Mix white wheat flour, cool water, and yeast to make a pasty dough. Cover, and let rise overnight at room temperature.


Next day, you’ll see that the starter has risen and become bubbly, though not with the vigor of a white flour starter. It’s OK; the yeast is just as happy (happier, actually) growing in whole wheat as white flour. It’s just that the whole wheat doesn’t capture as much of the yeast’s CO2 as white flour does.


This is a sticky dough, so you want to make it in a stand mixer or bread machine, as I’m doing here. Let me show you why I nearly always make dough in the bread machine (when I’m not making it in the stand mixer for blog photos).  If you don’t have a bread machine, at least take a quick look as you scroll down to the mixer pictures; hey, maybe I can sell you on a bread machine!

First, put the starter and the remaining dough ingredients (EXCEPT the Harvest Grains Blend) into the bread machine bucket.


Press the Start button. Walk away. After 5 minutes, the dough will look like this.


After 10 minutes, about like this.


Here it is when the signal tells you to add the Harvest Grains Blend. BEEP. OK, grains about to be added.


Five minutes later, the grains are nicely kneaded in.


An hour later, the dough is risen, ready to shape. Was that easy, or what?!


If you like, program the machine for its regular cycle (rather than the dough cycle), and let the bread bake right in the machine. Not bad, huh?


OK, let’s go back to our stand mixer. Here’s why you wait till after the dough is kneaded to add the Harvest Grains Blend. There’s something in the flaxseed, I believe it is, that makes this dough INCREDIBLY sticky if you add the grains right at the outset.


It was kind of laughable, really. I was going to take a picture, but my fingers got so stuck together I had to go roust Susan away from the cake she was making to take this picture. PHEW! Learned my lesson on that one.


Here’s the dough, mixed and kneaded in a stand mixer.


NOW add the Harvest Grains Blend.


Much better.


Put it in a covered container to rise at room temperature for 90 minutes or so.


It’ll get nice and puffy.


Divide the dough in half, and shape each half into a 10” log. Place the logs on a lightly greased or parchment-lined baking sheet, leaving plenty of space between them. Cover and let rise for 60 to 90 minutes.


They’ll puff up nicely.


Spritz with water just before baking. This helps give the ciabatta a crisp crust.


Bake, cool, slice, enjoy.


Note the lovely open texture and the nubbly look of seeds and whole grains. This bread’s a looker, for sure—AND it tastes good.

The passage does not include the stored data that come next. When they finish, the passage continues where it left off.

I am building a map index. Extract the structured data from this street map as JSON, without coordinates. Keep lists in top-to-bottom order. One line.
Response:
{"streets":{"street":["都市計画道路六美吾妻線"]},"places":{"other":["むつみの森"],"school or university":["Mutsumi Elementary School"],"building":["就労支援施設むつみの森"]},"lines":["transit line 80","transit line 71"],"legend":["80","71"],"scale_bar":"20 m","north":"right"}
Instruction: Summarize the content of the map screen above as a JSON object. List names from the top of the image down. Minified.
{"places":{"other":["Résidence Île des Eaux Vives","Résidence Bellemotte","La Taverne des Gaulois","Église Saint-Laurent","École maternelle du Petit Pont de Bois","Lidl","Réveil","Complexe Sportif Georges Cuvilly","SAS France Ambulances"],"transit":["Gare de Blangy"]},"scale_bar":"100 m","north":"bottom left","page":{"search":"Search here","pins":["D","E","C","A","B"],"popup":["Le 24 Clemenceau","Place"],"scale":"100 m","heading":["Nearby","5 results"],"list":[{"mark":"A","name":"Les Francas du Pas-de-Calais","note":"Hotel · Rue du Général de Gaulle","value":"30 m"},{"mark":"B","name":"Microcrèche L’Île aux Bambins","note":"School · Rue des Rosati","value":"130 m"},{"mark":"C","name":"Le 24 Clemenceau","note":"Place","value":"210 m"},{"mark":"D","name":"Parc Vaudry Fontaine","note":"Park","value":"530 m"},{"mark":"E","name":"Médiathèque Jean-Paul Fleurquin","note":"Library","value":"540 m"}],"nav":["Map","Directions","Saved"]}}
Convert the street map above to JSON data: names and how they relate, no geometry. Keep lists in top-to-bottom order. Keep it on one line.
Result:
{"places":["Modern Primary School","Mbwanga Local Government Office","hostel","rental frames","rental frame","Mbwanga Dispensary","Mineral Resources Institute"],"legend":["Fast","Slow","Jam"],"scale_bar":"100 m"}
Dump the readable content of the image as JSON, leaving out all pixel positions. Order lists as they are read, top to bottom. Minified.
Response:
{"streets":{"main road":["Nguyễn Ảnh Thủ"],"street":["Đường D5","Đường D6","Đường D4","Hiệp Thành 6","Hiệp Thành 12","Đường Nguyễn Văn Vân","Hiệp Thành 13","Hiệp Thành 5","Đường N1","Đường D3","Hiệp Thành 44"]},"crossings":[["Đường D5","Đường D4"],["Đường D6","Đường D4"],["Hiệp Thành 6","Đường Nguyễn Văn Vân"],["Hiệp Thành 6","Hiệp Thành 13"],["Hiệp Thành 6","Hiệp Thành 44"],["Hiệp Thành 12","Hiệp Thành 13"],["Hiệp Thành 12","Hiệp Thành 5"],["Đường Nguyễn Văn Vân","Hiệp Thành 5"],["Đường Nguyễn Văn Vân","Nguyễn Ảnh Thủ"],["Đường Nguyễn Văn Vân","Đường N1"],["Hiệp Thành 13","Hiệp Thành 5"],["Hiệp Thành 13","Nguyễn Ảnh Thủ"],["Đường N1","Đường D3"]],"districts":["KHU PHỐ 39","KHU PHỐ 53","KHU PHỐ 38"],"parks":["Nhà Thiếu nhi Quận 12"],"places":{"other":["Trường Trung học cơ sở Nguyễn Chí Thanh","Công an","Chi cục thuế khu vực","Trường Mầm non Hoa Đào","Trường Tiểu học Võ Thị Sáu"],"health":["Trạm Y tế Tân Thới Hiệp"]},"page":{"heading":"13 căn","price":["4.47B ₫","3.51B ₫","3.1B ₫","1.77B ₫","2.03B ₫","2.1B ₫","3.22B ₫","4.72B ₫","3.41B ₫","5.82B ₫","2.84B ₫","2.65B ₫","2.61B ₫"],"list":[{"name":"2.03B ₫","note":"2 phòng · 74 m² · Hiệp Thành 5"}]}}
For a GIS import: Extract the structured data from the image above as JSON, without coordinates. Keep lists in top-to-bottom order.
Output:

Read, rate, and review (please!) our recipe for Harvest Grains Ciabatta.

Buy vs. Bake

Buy: Planet Organics, Sonoma, California, Organic Multigrain Bread, 15-ounce loaf, $5.44

Bake at home: Harvest Grains Ciabatta, made with King Arthur Organic White Whole Wheat Flour, 15-ounce loaf, $1.29

PJ Hamel

PJ Hamel grew up in New England, graduated from Brown University, and was a Maine journalist before joining King Arthur Flour in 1990. PJ bakes and writes from her home on Cape Cod, where she enjoys beach-walking, her husband, two dogs, and really good food!


  1. Joni M

    oh my, can I come play with you in the kitchen?? That bread looks absolutely wonderful…I absolutely must order some of the Harvest Grains blend as I’ve been eyeing it for awhile! Thank you so much for all your hard work–you make us look really good when we follow in your footsteps, and then take our creations out and about!!!

  2. ivete

    OOOH, I *have* to try this! Looks absolutely yummy!

    I’ve been meaning to ask you if you would consider doing a post about how you store all your baking stuff? Every time I go to bake it seems like the pans and sheets come sliding out of my cabinet and it’s enough to make me not want to bake as often. Any organizational tips?

    Nothing special, Ivete. I just try to nest as many pans as possible; and hang tools on a pegboard. Anyone have any storage suggestions for Ivete? PJH

  3. Poppy

    Always nesting to the extent possible, I store baking pans, cookie sheets, pizza pans, muffin tins,cake pans etc. vertically, i.e. on their sides, in metal or rubber coated sorting racks bought at dollar stores or Bed Bath–(like what you can use to separate the different sized lids for sauce pans)on pantry shelves or lower kitchen cabinet shelves. That way you can get out just the one you want without dislodging your entire collection.

  4. Ann

    Thanks for the tip on the flax seed. Actually, it makes sense: artists soak them and strain out the seeds to use the gum in their paints. I forgot about that. Can’t wait to try this. Looks yummy!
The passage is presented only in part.